_Directions for this task_
Word for word, write the lines below out again, with no pictures.

--- Given information Enclosed Below ---

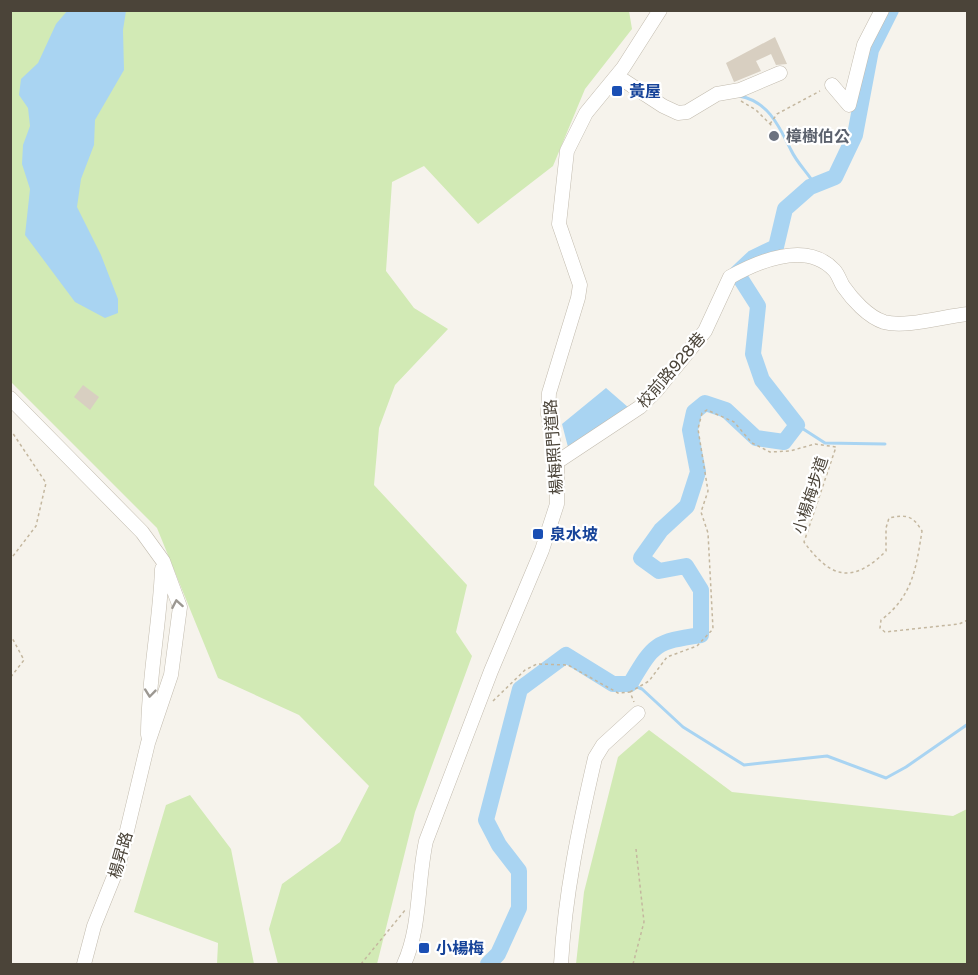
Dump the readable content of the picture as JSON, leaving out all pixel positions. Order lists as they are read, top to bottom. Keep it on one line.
{"streets":{"street":["校前路928巷","楊梅照門道路","楊昇路"],"path":["小楊梅步道"]},"crossings":[["校前路928巷","楊梅照門道路"]],"places":{"transit":["黃屋","泉水坡","小楊梅"],"other":["樟樹伯公"]}}
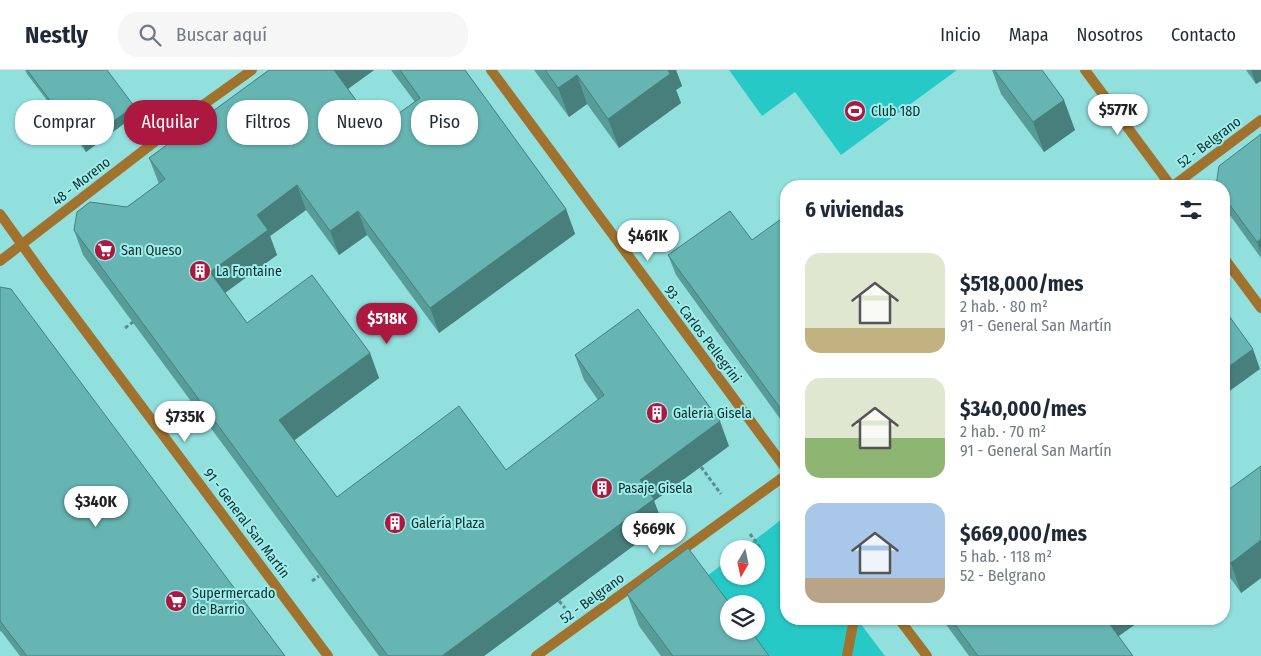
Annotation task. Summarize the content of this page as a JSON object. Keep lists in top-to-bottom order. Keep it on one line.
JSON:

--- End of Enclosed Given information ---

_Your solution_
Dump the readable content of the picture as JSON, leaving out all pixel positions. Order lists as they are read, top to bottom. Keep it on one line.
{"streets":{"street":["校前路928巷","楊梅照門道路","楊昇路"],"path":["小楊梅步道"]},"crossings":[["校前路928巷","楊梅照門道路"]],"places":{"transit":["黃屋","泉水坡","小楊梅"],"other":["樟樹伯公"]}}
Annotation task. Summarize the content of this page as a JSON object. Keep lists in top-to-bottom order. Keep it on one line.
JSON:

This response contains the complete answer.